The Reactionary Utopian
August 30, 2005
THE QUEER BARD?
by Joe Sobran
I always feel a bit less alone in the universe
whenever the NEW YORK TIMES addresses my concerns. On
August 30, the Paper of Record noted the publication of
several recent books about Shakespeare, including a new
biography of the man I'm convinced was the real author,
Edward de Vere, Earl of Oxford (1550-1604). Oxford was
known in his own time as a literary genius but a mighty
eccentric man.
Since 1623, when the famous First Folio of the plays
identified the wrong guy as the author, most would-be
biographers have believed in the literal truth of the
claim. I like to call this credulity "First Folio
Fundamentalism."
The Stratford man's name was actually "Shakspere,"
just close enough to Oxford's pen name to allow him to be
passed off as the Bard. Mr. Shakspere himself never even
claimed to be a writer. But seven years after he died,
Oxford's friends, including his son-in-law the Earl of
Montgomery, respecting his desire for secrecy, found
Mr. Shakspere a useful front man. So he became,
posthumously, the most famous Englishman who ever lived.
It would have surprised him very much. He has achieved
literary immortality through no fault of his own.
Mr. Shakspere died in 1616. Nobody in London seems
to have noted his passing, which is inexplicable if he
was the city's greatest poet and most popular playwright.
Why would they wait seven years before saluting him?
Mr. Shakspere's own will, "signed" with almost
illegible scrawls, shows that he hardly expected to be
remembered at all. He mentions no plays, poems,
manuscripts, or even books he may have owned. There isn't
the faintest indication of a writing career, let alone an
expectation of posthumous glory. He leaves small tokens
to three of his "fellows," actors, but doesn't mention
(say) Ben Jonson, who later claimed to have been his
friend, or any other literary figure. Nor does he mention
any of his three supposed patrons, all of whom have been
linked to Oxford's three daughters.
The Folio-thumpers can't explain how Mr. Shakspere
could be the author of the Sonnets. In the first 126 of
these, addressed lovingly to a "lovely boy," we learn
that the Bard was considerably older than Mr. Shakspere.
Writing in the 1590s, when Mr. Shakspere was in his early
thirties, he worries about being "old" and "in disgrace":
his life is on the skids, and his reputation is ruined.

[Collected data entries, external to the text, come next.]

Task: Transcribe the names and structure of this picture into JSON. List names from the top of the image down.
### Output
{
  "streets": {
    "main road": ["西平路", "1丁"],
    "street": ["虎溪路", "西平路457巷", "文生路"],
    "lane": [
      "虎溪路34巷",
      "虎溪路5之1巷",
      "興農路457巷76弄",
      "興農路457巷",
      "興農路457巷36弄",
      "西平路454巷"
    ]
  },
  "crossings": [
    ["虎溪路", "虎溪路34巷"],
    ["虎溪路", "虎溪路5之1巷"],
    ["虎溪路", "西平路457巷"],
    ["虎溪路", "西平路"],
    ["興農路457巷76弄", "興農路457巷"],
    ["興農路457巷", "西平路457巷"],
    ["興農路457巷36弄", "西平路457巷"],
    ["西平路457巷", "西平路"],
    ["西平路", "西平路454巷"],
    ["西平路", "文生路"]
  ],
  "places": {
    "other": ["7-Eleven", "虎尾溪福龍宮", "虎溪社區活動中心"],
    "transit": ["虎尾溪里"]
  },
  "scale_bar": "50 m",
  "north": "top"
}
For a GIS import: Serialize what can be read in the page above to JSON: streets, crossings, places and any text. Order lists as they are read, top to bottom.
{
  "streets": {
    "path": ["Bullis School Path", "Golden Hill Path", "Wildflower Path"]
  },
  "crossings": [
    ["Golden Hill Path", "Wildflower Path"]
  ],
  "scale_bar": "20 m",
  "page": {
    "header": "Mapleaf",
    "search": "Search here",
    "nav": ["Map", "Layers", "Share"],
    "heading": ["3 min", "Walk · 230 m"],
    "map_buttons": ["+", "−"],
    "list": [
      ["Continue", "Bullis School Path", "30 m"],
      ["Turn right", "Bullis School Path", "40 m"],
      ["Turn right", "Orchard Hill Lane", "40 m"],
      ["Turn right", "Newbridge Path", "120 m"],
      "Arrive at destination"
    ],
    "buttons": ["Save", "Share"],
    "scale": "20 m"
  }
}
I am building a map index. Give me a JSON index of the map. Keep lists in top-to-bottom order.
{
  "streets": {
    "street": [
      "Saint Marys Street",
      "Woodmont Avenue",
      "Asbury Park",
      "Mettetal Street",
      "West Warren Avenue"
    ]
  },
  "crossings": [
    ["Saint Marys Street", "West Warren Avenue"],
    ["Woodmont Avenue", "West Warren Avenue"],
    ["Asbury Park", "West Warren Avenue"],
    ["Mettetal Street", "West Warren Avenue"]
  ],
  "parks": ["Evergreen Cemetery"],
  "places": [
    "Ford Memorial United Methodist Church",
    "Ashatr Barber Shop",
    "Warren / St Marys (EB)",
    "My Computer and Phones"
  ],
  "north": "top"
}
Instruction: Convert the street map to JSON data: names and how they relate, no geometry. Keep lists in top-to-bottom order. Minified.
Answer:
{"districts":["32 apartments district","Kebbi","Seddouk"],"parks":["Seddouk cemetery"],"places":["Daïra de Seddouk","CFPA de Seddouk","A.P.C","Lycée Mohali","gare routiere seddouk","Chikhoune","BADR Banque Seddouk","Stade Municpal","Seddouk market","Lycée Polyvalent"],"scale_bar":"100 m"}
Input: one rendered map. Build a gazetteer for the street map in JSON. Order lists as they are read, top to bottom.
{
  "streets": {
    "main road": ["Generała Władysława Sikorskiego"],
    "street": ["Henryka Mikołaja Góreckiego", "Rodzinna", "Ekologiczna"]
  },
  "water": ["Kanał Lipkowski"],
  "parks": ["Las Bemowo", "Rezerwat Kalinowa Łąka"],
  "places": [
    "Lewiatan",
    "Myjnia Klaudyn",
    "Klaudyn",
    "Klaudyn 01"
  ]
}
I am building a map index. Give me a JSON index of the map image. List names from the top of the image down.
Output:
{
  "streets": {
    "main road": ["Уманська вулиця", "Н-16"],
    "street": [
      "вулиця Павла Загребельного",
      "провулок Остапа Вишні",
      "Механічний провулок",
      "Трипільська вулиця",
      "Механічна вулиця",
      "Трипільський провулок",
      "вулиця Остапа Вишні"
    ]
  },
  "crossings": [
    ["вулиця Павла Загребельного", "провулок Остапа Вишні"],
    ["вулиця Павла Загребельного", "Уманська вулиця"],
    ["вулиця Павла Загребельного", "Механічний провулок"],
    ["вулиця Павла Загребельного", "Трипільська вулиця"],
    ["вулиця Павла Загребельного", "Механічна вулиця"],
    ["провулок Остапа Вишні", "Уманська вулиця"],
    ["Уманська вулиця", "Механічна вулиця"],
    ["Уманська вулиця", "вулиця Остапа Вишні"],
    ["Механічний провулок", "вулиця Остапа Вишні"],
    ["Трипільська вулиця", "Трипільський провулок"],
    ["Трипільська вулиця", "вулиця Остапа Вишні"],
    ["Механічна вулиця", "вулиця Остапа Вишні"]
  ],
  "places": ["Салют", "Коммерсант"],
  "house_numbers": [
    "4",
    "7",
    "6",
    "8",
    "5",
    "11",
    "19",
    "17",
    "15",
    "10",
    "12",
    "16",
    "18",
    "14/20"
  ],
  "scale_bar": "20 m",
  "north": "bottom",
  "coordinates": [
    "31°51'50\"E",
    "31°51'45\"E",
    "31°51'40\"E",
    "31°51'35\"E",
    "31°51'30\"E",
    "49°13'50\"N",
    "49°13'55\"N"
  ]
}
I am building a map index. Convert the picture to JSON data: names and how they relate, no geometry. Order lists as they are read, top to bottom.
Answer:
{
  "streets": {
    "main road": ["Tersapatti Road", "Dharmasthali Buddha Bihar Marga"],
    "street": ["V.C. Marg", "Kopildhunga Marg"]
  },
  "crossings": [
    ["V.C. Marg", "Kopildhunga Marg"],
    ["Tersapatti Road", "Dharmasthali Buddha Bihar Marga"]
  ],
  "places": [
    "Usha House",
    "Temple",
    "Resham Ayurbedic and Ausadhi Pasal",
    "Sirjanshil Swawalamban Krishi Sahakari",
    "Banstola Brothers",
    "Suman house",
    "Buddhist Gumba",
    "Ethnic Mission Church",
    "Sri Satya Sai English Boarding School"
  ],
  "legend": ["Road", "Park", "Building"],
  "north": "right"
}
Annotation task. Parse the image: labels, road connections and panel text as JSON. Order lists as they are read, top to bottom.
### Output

He is even "lame," and evidently bisexual. All this
perfectly matches everything we know about Oxford. He had
plenty of reasons to conceal his identity behind a pen
name.
Creative writers always leave traces of themselves
in their work; this is what makes literary biographies so
fascinating. But we can't find any traces of
Mr. Shakspere in the works the First Folio attributes to
him; this is what makes his countless biographies so
uniformly boring.
It's not that we know so little about him; on the
contrary, we know too much about him. Over more than two
centuries, diligent researchers have dug up dozens of
records of his life. If he were the Bard, some detail,
somewhere, would have turned up to confirm it. But
nothing does.
By contrast, as Mark Anderson's new biography of
Edward de Vere shows, new details keep showing that the
scandal-haunted Oxford was in all likelihood the Bard.
When you know that Oxford was accused of such vices as
"buggering boys," you can appreciate why he might have to
be, well, discreet.
Was the real "Shakespeare" a child molester?
Heavens! I don't like the idea myself, but it may be
close to the heart of the mystery. When Oxford was first
named as the Bard in 1920, the question could hardly be
discussed in print.
Today, however, the strong hints of homosexuality in
the Sonnets are getting the attention they deserve.
Squeamishness on the subject is pretty much a thing of
the past. All that remains is to connect the Sonnets to
the troubled man who actually wrote them. He was an
embarrassment even to those who loved and admired him.
They agreed to keep his secret even after he was dead,
and they saw that the innocuous Mr. Shakspere, when he
too was dead, might serve their purpose.
We can sum up the case by adapting a slogan of our
own time: He's here, he's queer, he's Edward de Vere!